On Sat, Dec 28, 2013 at 12:20:39AM +0100, Arkadiusz MiÅkiewicz wrote:
> On Friday 27 of December 2013, Dave Chinner wrote:
> > On Fri, Dec 27, 2013 at 09:07:22AM +0100, Arkadiusz MiÅkiewicz wrote:
> > > On Friday 27 of December 2013, Jeff Liu wrote:
> > > > On 12/27 2013 14:48 PM, Stor?? wrote:
> > > > > Hey:
> > > > >
> > > > > 20T xfs file system
> > > > >
> > > > >
> > > > >
> > > > > /usr/sbin/xfs_check: line 28: 14447 Killed
> > > > > xfs_db$DBOPTS -i -p xfs_check -c "check$OPTS" $1
> > > >
> > > > xfs_check is deprecated and please use xfs_repair -n instead.
> > > >
> > > > The following back traces show us that it seems your system is run out
> > > > memory when executing xfs_check, thus, snmp daemon/xfs_db were killed.
> > >
> > > This reminds me a question...
> > >
> > > Could xfs_repair store its temporary data (some of that data, the biggest
> > > parte) on disk instead of in memory?
> > Where on disk?
> In directory/file that I'll tell it to use (since I usualy have few xfs
> filesystems on single server and so far only one at a time breaks).
How is that any different from just adding swap space to the server?
> Could xfs_repair tell kernel that this data should always end up on swap
> (allowing other programs/daemons to use regular memory) prehaps? (Don't know
> interface that would allow to do that in kernel though). That would be some
> half baked solution.
It's up to the kernel to manage what gets swapped and what doesn't.
I suppose you could use control groups to constrict the RAM
xfs_repair uses, but how to configure such policy is way ouside my
area of expertise.
> > > I don't know it that would make sense, so asking. Not sure if xfs_repair
> > > needs to access that data frequently (so on disk makes no sense) or
> > > maybe it needs only for iteration purposes in some later phase (so on
> > > disk should work).
> > >
> > > Anyway memory usage of xfs_repair was always a problem for me (like 16GB
> > > not enough for 7TB fs due to huge amount of fies being stored). With
> > > parallel scan it's even worse obviously.
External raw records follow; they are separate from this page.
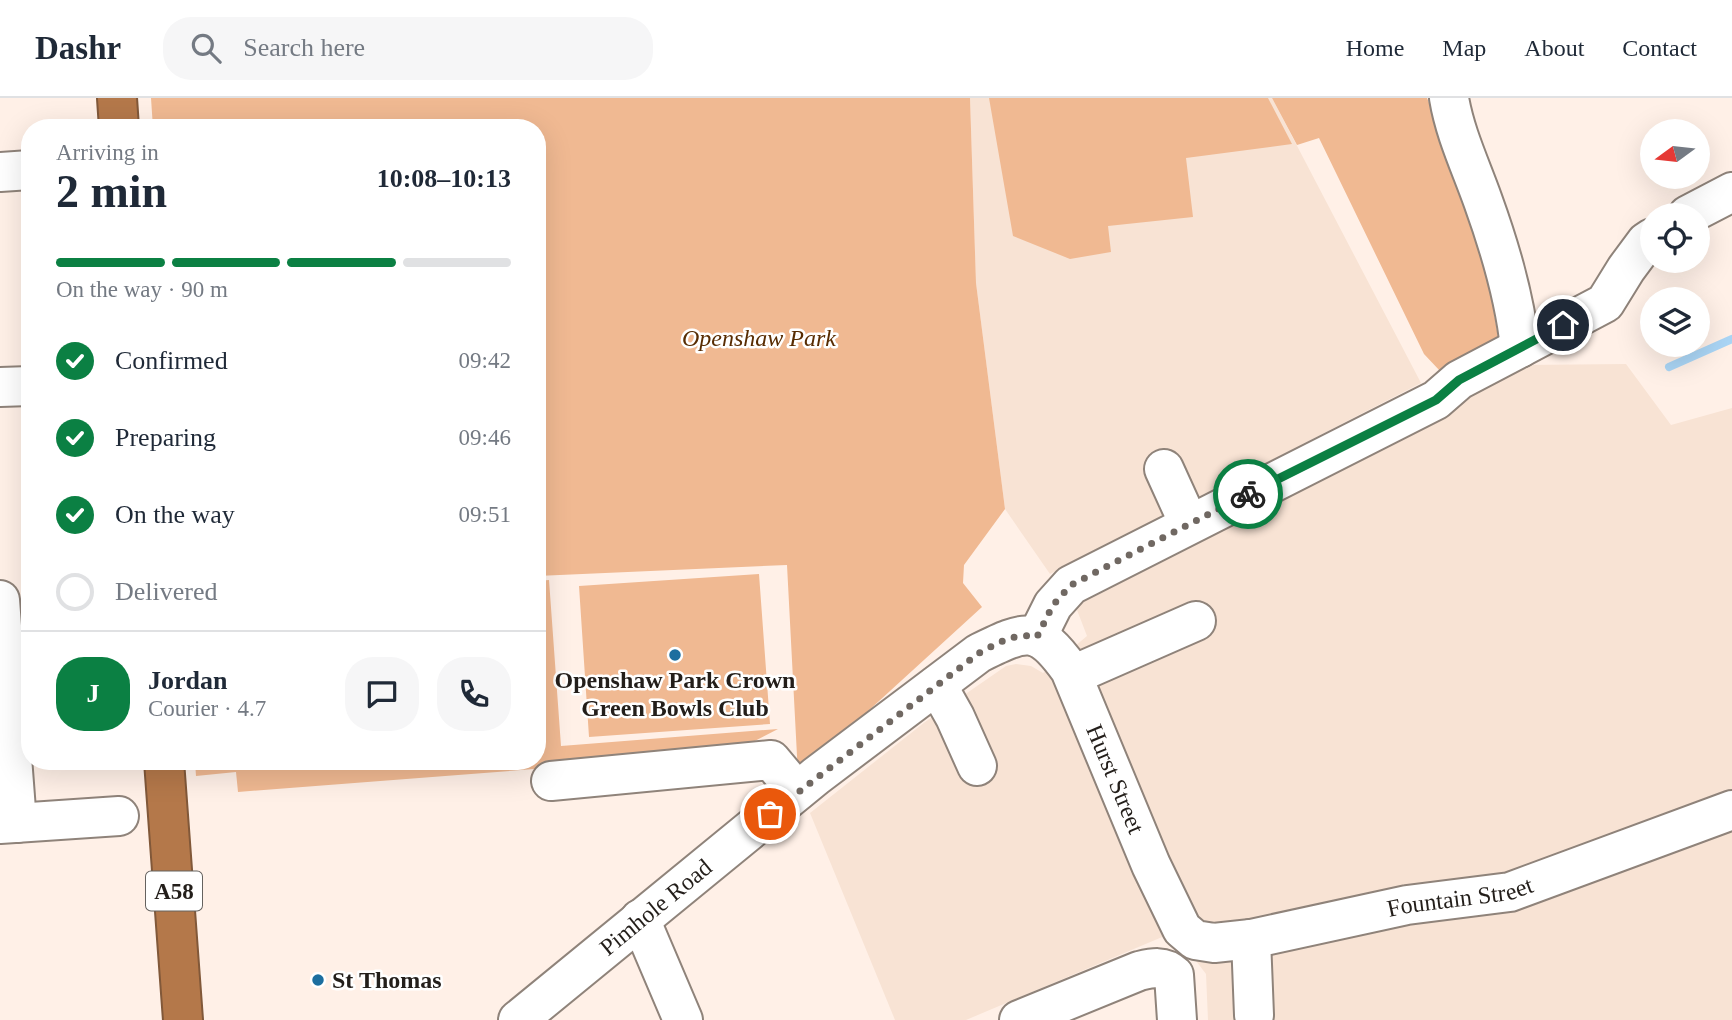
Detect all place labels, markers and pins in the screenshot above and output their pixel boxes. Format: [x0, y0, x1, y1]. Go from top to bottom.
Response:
pin [1533, 295, 1593, 355]
marker: Openshaw Park Crown Green Bowls Club [667, 647, 683, 663]
place label: Openshaw Park Crown Green Bowls Club [555, 667, 795, 721]
pin [740, 784, 800, 844]
place label: St Thomas [332, 967, 442, 993]
marker: St Thomas [310, 972, 326, 988]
> > Yes, your problem is that the filesystem you are checking contains
> > 40+GB of metadata and a large amount of that needs to be kept in
> > memory from phase 3 through to phase 6.
> Is that data (or most of that data) frequenly accessed? Or something that's
> iterated over let say once in each phase?
free/used space is tracked in a btree. It gets set up, for example,
in phase 3, then iterated in phase 4 where inode bmap btrees are
validated, and then phase 5 rebuilds the on disk free space trees
from what is validated as used/free space in phase 4.
So, the free space information is used in each phase it is required,
and then it is discarded from memory.
Inodes are tracked in a AVL tree. They get set up and validated
against the AGI inode btrees in phase 3, then validated against the
directory structure in phase 6. Most get tossed outo f memory during
phase 6, but those with multiple link counts are held on to until
phase 7 where the link counts are validated.
So, the data that is pulled into memory during phases 2 and 3 (i.e.
all the metadata in the filesystem) cannot be fully validated and
freed until later phases complete. The indexes are regularly
traversed, so soul dnot get swapped. The leaves shoul donly get hit
once per phase, so should be swapped in and out only once per phase
that uses the information.
[snip trial and error xfs_repair OOM complaints]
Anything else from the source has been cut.